Top of PROVIDED ENTRIES

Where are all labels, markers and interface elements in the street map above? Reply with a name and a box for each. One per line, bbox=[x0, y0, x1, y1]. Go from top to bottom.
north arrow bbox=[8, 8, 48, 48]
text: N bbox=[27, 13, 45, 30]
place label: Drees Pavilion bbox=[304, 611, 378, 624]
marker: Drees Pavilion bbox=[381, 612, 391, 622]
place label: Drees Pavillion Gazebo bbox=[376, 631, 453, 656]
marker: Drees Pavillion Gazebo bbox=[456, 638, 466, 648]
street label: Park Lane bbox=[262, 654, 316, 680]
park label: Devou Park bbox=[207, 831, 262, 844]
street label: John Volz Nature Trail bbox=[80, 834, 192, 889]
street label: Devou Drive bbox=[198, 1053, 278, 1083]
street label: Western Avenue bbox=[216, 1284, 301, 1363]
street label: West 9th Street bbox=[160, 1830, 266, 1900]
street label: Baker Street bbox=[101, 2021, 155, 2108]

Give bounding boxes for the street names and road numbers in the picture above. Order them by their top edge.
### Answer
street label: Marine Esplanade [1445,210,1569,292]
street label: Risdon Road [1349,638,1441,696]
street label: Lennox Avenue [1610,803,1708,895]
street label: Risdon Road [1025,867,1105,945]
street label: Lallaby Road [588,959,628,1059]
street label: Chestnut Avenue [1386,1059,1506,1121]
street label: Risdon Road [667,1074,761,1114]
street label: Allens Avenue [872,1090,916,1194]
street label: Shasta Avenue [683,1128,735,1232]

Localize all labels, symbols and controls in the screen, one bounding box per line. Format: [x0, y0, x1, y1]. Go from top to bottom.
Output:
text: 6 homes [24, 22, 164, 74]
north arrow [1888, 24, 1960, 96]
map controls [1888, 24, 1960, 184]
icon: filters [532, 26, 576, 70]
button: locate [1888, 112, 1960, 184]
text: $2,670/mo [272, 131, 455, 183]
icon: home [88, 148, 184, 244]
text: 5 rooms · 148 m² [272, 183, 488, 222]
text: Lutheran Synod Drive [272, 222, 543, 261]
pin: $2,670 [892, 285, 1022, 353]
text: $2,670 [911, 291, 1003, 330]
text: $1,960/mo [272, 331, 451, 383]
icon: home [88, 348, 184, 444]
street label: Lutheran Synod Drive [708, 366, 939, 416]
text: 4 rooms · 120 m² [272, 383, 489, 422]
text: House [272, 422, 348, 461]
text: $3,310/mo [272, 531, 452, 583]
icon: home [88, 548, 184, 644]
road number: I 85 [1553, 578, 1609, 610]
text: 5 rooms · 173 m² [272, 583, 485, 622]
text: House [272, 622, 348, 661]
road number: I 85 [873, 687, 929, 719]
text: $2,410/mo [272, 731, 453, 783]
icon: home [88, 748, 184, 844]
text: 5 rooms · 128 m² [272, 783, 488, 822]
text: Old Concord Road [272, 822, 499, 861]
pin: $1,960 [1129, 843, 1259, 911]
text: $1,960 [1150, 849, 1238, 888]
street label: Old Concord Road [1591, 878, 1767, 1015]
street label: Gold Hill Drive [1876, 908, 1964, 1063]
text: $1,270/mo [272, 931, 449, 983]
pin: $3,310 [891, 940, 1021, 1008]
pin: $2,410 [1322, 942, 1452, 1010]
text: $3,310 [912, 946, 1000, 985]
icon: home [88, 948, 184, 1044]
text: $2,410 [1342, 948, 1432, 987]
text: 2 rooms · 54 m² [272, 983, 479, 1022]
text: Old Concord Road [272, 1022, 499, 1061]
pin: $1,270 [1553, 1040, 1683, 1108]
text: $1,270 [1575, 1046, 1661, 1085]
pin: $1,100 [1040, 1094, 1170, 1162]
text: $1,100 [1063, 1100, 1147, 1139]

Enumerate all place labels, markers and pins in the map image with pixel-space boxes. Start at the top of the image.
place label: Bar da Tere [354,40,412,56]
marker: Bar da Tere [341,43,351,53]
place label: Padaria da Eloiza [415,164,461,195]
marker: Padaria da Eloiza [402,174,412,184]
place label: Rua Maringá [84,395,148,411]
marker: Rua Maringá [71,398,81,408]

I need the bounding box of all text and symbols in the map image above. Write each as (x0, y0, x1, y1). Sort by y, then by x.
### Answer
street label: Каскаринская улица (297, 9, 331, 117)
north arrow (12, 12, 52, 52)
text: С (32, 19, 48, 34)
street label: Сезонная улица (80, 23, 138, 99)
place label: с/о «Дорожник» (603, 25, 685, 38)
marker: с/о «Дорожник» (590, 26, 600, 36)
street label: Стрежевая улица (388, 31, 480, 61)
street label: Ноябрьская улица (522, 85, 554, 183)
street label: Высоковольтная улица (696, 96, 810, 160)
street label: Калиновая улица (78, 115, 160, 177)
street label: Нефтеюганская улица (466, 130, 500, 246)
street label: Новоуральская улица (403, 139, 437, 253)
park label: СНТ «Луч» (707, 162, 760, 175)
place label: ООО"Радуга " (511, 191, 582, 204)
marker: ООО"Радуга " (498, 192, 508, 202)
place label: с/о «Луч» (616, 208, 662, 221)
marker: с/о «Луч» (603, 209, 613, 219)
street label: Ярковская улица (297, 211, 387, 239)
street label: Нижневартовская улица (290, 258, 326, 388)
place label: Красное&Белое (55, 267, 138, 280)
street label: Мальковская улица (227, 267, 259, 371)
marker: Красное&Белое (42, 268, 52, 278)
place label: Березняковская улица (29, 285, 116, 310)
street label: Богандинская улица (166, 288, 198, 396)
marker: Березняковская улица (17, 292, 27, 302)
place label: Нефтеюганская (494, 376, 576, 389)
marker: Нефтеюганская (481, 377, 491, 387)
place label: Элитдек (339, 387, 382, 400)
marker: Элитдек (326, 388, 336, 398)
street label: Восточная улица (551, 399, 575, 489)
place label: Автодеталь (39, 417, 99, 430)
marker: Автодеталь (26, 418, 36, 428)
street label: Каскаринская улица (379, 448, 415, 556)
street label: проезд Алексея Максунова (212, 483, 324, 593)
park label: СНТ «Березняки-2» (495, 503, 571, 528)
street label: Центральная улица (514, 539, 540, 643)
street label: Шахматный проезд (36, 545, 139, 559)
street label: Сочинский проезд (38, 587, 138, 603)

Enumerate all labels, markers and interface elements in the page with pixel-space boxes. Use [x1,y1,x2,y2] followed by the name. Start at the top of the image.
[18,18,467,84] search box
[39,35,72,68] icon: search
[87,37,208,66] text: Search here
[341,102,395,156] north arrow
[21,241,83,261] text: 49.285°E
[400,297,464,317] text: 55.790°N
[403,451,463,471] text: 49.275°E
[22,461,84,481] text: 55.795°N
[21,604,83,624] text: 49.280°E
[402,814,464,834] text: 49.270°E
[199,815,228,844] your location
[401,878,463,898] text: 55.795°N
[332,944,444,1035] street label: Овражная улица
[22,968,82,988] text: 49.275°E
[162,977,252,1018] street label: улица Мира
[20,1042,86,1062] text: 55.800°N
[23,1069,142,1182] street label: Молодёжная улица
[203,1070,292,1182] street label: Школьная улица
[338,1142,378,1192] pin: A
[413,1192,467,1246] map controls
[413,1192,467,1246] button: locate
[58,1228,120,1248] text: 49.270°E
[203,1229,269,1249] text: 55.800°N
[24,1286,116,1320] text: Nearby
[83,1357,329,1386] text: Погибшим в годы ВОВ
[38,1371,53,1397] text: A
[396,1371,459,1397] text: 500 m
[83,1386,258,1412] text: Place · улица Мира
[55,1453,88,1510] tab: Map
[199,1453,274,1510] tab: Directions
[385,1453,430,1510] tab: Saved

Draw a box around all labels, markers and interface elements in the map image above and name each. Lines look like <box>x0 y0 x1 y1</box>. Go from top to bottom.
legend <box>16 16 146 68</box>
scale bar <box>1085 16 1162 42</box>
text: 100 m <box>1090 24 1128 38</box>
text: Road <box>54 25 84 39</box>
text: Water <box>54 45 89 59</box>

Bottom of PROVIDED ENTRIES

Report the number of lines, in the entries above, that contain the word "bounding", without any other text.

3